Fondé en 1997, Rajna est connu pour ses contributions au mouvement heavenly voices mêlé de world music, défriché par Dead Can Dance. Après une tentative assez réussie de renouvellement avec l'album Otherwise sorti en 2006, Jeanne et Fabrice Lefebvre continuent d'arpenter leur nouveau chemin ; une voie qui s'éloignerait de plus en plus du heavenlytraditionnel pour s'approcher de la pop agrémentée d'electro.

Duality délaisse ainsi assez souvent les ambiances ethniques et laisse plus de place aux machines et aux voix, qu'elles soient l'œuvre de Jeanne Lefebvre, toujours aussi magistrale de justesse, de maîtrise et d'émotion, ou encore de cette très bonne surprise avec la présence d'un invité prestigieux en la personne de Tim Bowness de No-Man sur « We Are the Echoes ». 

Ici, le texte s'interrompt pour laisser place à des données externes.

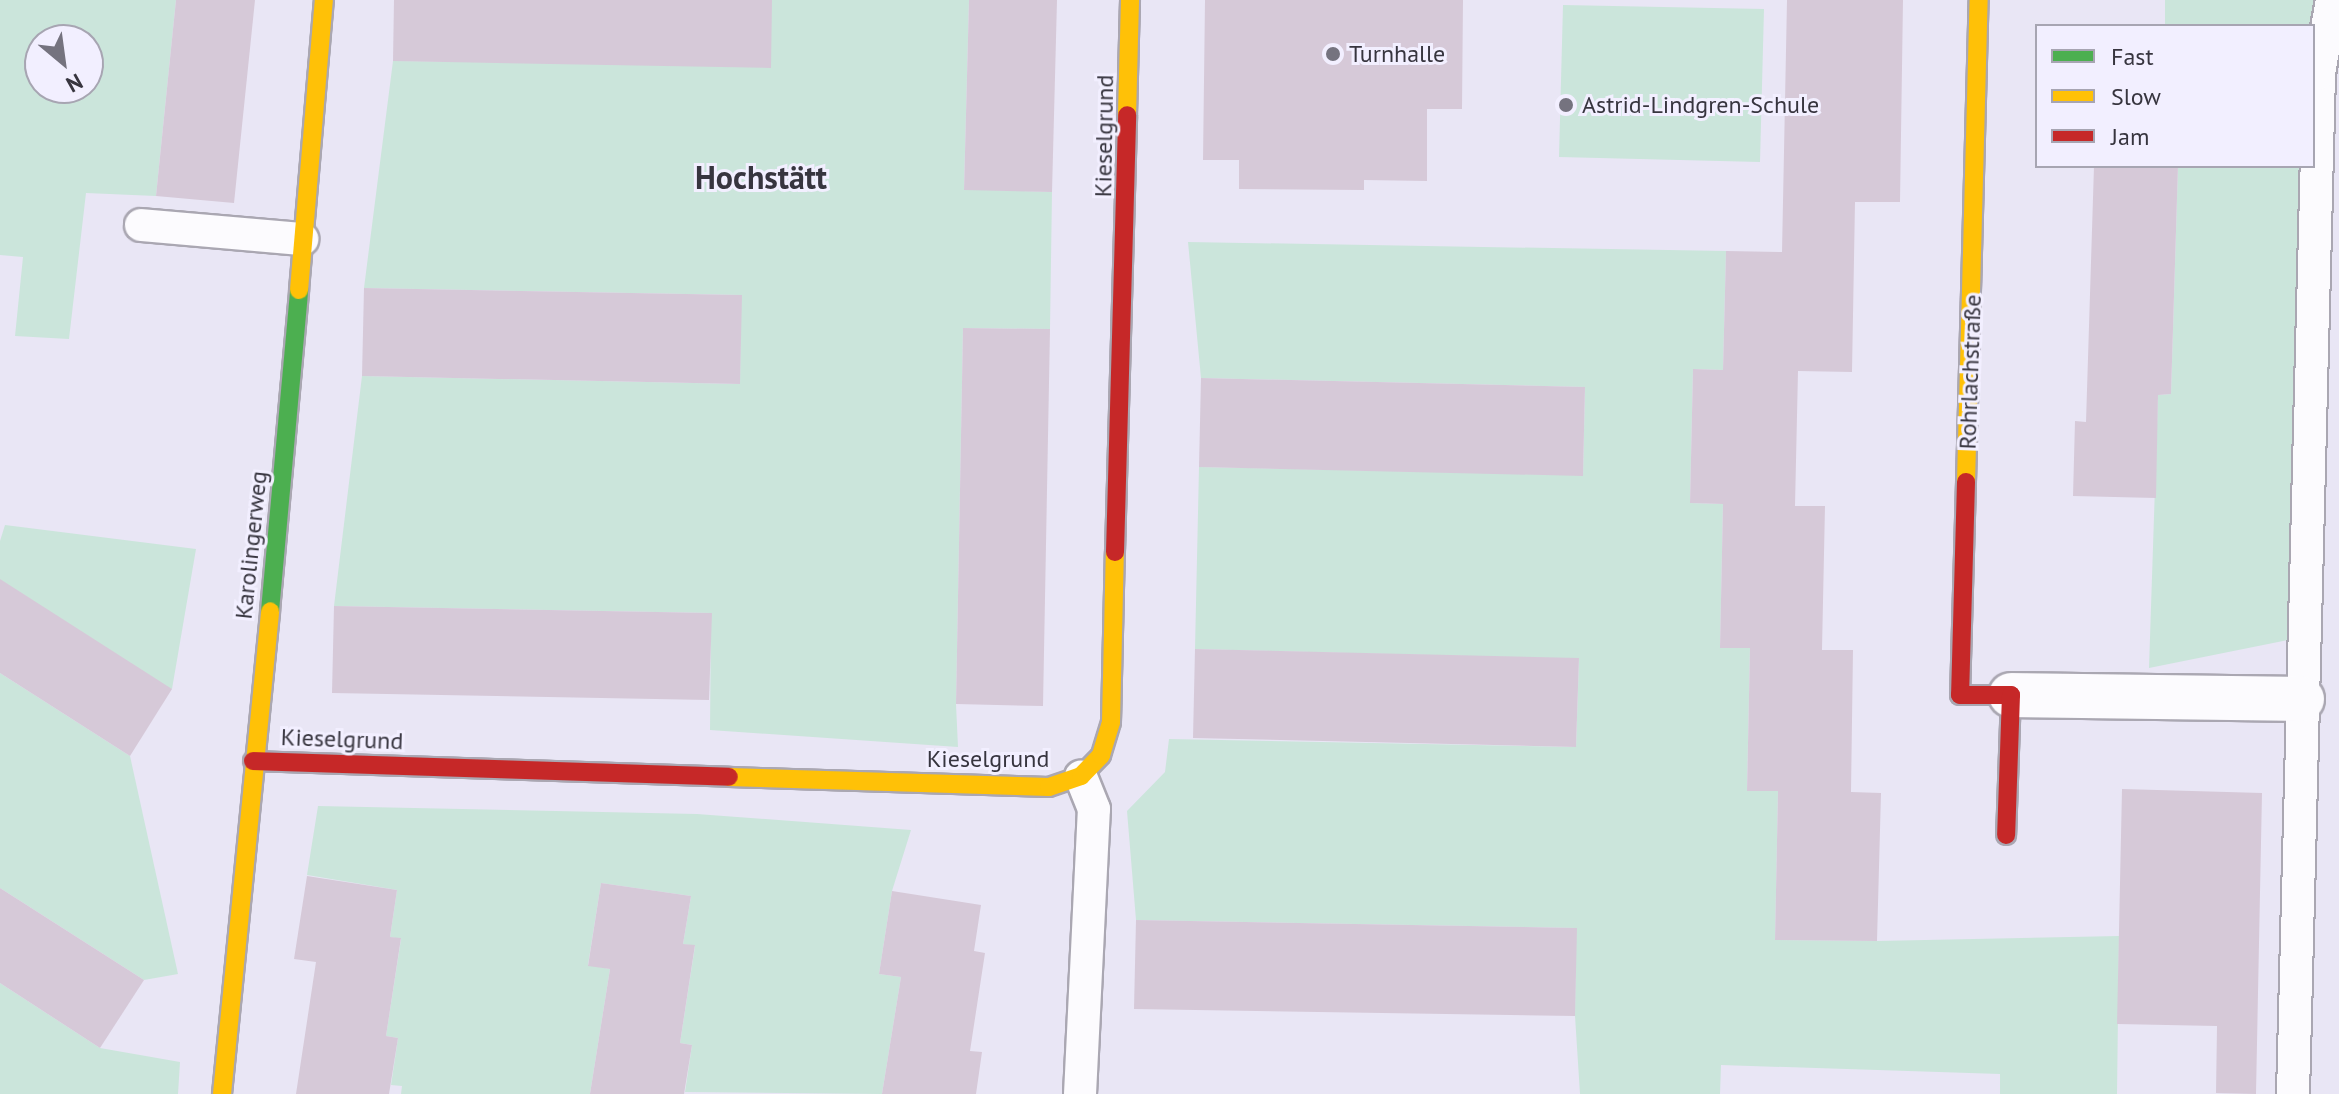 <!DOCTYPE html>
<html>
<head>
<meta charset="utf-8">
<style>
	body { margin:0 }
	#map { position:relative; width:2339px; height:1094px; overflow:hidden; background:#e9e6f5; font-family:"PT Sans",sans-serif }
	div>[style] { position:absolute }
	.green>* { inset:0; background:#cbe5db }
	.building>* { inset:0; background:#d6c9d8 }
	.roads { filter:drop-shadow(2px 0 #aaa7b2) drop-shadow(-2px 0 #aaa7b2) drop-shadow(0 2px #aaa7b2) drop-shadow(0 -2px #aaa7b2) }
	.lane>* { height:32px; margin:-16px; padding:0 16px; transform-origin:16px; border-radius:16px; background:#fcfbfe }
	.street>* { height:44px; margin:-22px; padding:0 22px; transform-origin:22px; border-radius:22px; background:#fcfbfe }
	.fast>* { height:18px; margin:-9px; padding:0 9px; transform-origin:9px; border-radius:9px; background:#4caf50 }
	.slow>* { height:18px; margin:-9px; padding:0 9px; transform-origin:9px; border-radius:9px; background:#ffc107 }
	.jam>* { height:18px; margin:-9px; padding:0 9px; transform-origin:9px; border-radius:9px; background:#c62828 }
	.dots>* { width:22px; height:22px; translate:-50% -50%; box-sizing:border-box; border:4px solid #f2efff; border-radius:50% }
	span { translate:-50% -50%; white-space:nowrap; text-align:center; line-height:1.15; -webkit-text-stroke:6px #f2efff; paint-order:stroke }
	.poi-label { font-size:24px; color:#37353f }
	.left { translate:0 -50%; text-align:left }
	.street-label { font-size:24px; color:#37353f }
	.district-label { font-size:32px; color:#37353f; font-weight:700 }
	.legend { position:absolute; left:2035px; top:24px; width:280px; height:144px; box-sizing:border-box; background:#f2efff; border:2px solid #a7a5b2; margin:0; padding:10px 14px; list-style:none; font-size:24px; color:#37353f }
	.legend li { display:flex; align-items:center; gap:16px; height:40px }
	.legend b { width:40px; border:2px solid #a7a5b2 }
	.north { position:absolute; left:24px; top:24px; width:80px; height:80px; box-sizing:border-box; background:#f2efff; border:2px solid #a7a5b2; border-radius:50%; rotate:151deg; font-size:22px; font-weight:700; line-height:32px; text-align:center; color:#37353f }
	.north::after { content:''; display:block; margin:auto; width:28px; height:36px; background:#75737f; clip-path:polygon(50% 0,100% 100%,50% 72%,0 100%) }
</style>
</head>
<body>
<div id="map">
	<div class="green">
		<div style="clip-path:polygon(evenodd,0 0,176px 0,156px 196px,86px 193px,69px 339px,15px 336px,23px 257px,0 255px,0 0,40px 40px,88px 40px,88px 88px,40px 88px,40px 40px)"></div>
		<div style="clip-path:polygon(772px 0,969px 0,964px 189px,1052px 192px,1050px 329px,963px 328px,956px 704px,958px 747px,710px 730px,711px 613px,334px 606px,362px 376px,740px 384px,741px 295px,364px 288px,393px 61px,520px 62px)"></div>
		<div style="clip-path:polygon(2165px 0,2329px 0,2288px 640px,2149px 668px,2158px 395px,2171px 394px,2178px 166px,2313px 166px,2313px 26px,2165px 26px)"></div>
		<div style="clip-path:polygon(1563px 5px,1764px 9px,1760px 162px,1559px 157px)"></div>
		<div style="clip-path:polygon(1188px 242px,1726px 251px,1723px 370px,1693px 369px,1690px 503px,1723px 504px,1720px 648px,1750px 648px,1747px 790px,1778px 791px,1775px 940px,1877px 941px,2119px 936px,2117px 1094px,2000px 1094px,2000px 1074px,1721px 1065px,1720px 1094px,1580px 1094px,1575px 1016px,1576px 928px,1136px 920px,1127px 811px,1165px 772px,1169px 739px,1576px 747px,1579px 659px,1195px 649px,1199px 467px,1583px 475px,1585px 387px,1201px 378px)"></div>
		<div style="clip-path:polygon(5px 525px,196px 549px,172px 689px,0 636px,0 541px)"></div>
		<div style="clip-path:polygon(0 673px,130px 756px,178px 974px,144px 980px,0 888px)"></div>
		<div style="clip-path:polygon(318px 806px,697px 814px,911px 830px,892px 891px,879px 974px,901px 977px,882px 1094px,685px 1092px,692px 1045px,680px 1043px,695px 946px,683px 944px,691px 896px,601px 883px,588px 965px,610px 969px,590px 1094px,401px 1094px,402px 1086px,391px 1085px,398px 1038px,386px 1036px,401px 939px,390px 937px,397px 890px,307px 875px)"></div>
		<div style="clip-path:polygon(0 983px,100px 1048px,180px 1062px,178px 1094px,0 1094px)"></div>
	</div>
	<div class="building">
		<div style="clip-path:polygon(176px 0,255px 0,234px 203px,156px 196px)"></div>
		<div style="clip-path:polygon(394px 0,772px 0,771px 68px,393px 61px)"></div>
		<div style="clip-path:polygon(969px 0,1057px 0,1052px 192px,964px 190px)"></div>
		<div style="clip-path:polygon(1205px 0,1463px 0,1462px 109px,1427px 109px,1427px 181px,1364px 180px,1364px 190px,1239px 189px,1239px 160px,1203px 160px)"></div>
		<div style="clip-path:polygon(1787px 0,1903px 0,1900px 202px,1855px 202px,1852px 372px,1798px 371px,1795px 506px,1825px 506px,1822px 650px,1853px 650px,1851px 792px,1881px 793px,1877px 941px,1775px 940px,1778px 791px,1747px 791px,1750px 648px,1720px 648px,1723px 504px,1690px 503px,1693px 369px,1723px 370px,1726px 251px,1782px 252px)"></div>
		<div style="clip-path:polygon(2094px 166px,2178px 166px,2171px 394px,2158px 395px,2156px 498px,2073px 496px,2075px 421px,2086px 422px)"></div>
		<div style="clip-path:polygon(364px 288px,742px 295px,740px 384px,362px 376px)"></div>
		<div style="clip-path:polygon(963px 328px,1050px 329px,1043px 706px,956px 704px)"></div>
		<div style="clip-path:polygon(1201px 378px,1585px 387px,1583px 476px,1199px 467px)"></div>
		<div style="clip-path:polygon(0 579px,172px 689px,130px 756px,0 673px)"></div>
		<div style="clip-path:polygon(334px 606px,712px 613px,709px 700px,332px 693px)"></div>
		<div style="clip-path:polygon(1195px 649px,1579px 658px,1576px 747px,1193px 738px)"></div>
		<div style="clip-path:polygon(2122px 789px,2262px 793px,2256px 1094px,2216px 1093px,2217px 1026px,2117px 1024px)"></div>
		<div style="clip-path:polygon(307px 876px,397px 890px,390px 937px,401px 938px,386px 1036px,398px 1038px,389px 1094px,296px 1094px,316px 962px,294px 959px)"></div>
		<div style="clip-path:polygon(601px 883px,691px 896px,683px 944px,695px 945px,680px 1043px,692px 1045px,684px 1094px,590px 1094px,610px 969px,588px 966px)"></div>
		<div style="clip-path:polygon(0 888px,144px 980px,100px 1048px,0 983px)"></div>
		<div style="clip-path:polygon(892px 891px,981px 905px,974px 951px,985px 953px,970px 1051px,982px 1052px,976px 1094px,882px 1094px,901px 977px,879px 974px)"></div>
		<div style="clip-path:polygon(1136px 920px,1577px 928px,1575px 1016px,1134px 1009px)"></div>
	</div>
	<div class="roads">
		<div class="lane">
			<div style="left:141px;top:225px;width:162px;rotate:5deg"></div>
			<div style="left:1080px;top:1094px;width:285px;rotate:-87.2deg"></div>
			<div style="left:1094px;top:809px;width:35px;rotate:-112deg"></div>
			<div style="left:2293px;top:1094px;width:1021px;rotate:-88.54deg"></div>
			<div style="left:2319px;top:73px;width:74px;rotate:-79.9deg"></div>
		</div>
		<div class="street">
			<div style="left:2011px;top:695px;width:291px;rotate:0.8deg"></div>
		</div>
		<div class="fast">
			<div style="left:270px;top:611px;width:322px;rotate:-84.8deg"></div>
		</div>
		<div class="slow">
			<div style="left:1127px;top:115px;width:115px;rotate:-88.5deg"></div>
			<div style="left:299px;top:290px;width:291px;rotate:-85.1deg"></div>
			<div style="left:1966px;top:482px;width:482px;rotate:-88.5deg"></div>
			<div style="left:729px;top:777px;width:320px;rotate:1.8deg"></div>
			<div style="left:1049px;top:787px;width:34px;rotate:-19deg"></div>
			<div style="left:1081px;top:776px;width:29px;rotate:-46deg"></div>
			<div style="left:1101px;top:755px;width:34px;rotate:-73deg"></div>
			<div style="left:1111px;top:722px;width:170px;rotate:-88.7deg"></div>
			<div style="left:222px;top:1094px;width:485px;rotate:-84.3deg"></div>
		</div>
		<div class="jam">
			<div style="left:1966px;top:482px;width:213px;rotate:91.6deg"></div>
			<div style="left:1960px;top:695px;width:51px"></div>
			<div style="left:2011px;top:695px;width:140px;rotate:92deg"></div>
			<div style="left:1115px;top:552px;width:437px;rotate:-88.4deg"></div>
			<div style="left:253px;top:761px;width:476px;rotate:1.9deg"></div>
		</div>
	</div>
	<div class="dots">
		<div style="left:1333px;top:54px;background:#75737f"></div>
		<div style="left:1566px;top:105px;background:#75737f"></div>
	</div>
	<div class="poi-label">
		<span class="left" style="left:1349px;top:54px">Turnhalle</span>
		<span class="left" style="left:1582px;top:105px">Astrid-Lindgren-Schule</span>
	</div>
	<div class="street-label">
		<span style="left:1104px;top:136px;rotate:-89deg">Kieselgrund</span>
		<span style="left:1970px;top:372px;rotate:-88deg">Rohrlachstraße</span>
		<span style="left:251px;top:545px;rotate:-84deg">Karolingerweg</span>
		<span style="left:342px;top:739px;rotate:2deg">Kieselgrund</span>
		<span style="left:988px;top:759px">Kieselgrund</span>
	</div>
	<div class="district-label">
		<span style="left:761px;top:177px">Hochstätt</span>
	</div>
	<ul class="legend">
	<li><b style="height:10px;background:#4caf50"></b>Fast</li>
	<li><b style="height:10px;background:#ffc107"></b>Slow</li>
	<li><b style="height:10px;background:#c62828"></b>Jam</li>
	</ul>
	<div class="north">N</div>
</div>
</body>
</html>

Au fil de l'écoute, on peut surprendre quelques perles comme « Maetel » ou même « Lamentation », morceau qui pourrait être un hommage à Lisa Gerrard, bien que moins chargé en émotions ; « Kaloum » repose sur le même principe avec toutefois un retour bienvenu des instruments traditionnels ethniques, car c'est sur ce terrain que le groupe excelle. Rajna s'aventure également davantage sur les vagues vaporeuses de l'ambient minimaliste. « Towards the Universe », « Le toit du monde » et « I Used to Pray » montrent ainsi une facette très apaisante et méditative du groupe. 

Duality est malheureusement parsemé de moments assez plats, tels « Sun Comes to Life » et « Fallen ». De plus, le groupe peine à se renouveler et tombe dans les errements du style que sont des instrumentations répétitives et sombres sur deux accords avec des voix se lamentant sans suivre de ligne mélodique très précise. « Tree of Patience » est l'exemple flagrant du morceau qui aurait pu être intéressant mais qui ne contribue qu'à la lassitude de l'auditeur d'autant plus que l'influence de Dead Can Dance se fait très pesante. 

Dans sa volonté de se renouveler, Rajna s'est quelque peu égaré avec Duality, ne pouvant se défaire de ses tics musicaux qui plaisent tant aux fans et sans les compenser par des moments musicaux étincelants. L'album s'avère donc être assez plat et ennuyeux à partir de la seconde moitié, alors qu'Otherwise laissait augurer de très bonnes choses.